Requirement: Output every line from the beginning of the records through the line that contains "For a GIS import: Read", exactly as it appears.

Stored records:
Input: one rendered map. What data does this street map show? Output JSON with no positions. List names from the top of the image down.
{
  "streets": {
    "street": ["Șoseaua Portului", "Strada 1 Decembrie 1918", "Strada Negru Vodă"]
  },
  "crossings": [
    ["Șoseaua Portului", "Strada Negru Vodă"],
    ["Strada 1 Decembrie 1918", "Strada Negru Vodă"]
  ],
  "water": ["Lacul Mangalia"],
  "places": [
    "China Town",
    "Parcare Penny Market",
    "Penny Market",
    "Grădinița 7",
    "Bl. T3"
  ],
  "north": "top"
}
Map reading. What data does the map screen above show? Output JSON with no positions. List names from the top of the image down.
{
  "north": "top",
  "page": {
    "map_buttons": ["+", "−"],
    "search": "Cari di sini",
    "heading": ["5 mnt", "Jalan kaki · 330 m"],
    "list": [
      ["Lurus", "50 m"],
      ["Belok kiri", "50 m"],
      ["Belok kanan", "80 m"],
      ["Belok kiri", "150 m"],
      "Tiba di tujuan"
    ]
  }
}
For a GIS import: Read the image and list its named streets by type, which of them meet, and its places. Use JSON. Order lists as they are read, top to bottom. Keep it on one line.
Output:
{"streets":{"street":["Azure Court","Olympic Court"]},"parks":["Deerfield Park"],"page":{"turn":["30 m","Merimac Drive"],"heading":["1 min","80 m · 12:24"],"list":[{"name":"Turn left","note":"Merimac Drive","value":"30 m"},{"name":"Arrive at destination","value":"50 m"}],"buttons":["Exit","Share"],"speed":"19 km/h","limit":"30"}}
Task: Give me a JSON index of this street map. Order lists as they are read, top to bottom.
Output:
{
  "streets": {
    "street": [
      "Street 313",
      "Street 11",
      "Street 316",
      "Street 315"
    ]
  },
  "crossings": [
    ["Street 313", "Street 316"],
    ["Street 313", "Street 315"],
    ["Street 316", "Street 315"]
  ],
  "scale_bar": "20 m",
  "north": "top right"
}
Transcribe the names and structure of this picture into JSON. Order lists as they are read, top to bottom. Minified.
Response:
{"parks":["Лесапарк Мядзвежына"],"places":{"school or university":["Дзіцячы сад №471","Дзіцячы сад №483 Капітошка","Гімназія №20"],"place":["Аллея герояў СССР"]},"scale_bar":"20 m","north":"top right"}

Response to the exercise:
Input: one rendered map. What data does this street map show? Output JSON with no positions. List names from the top of the image down.
{
  "streets": {
    "street": ["Șoseaua Portului", "Strada 1 Decembrie 1918", "Strada Negru Vodă"]
  },
  "crossings": [
    ["Șoseaua Portului", "Strada Negru Vodă"],
    ["Strada 1 Decembrie 1918", "Strada Negru Vodă"]
  ],
  "water": ["Lacul Mangalia"],
  "places": [
    "China Town",
    "Parcare Penny Market",
    "Penny Market",
    "Grădinița 7",
    "Bl. T3"
  ],
  "north": "top"
}
Map reading. What data does the map screen above show? Output JSON with no positions. List names from the top of the image down.
{
  "north": "top",
  "page": {
    "map_buttons": ["+", "−"],
    "search": "Cari di sini",
    "heading": ["5 mnt", "Jalan kaki · 330 m"],
    "list": [
      ["Lurus", "50 m"],
      ["Belok kiri", "50 m"],
      ["Belok kanan", "80 m"],
      ["Belok kiri", "150 m"],
      "Tiba di tujuan"
    ]
  }
}
For a GIS import: Read the image and list its named streets by type, which of them meet, and its places. Use JSON. Order lists as they are read, top to bottom. Keep it on one line.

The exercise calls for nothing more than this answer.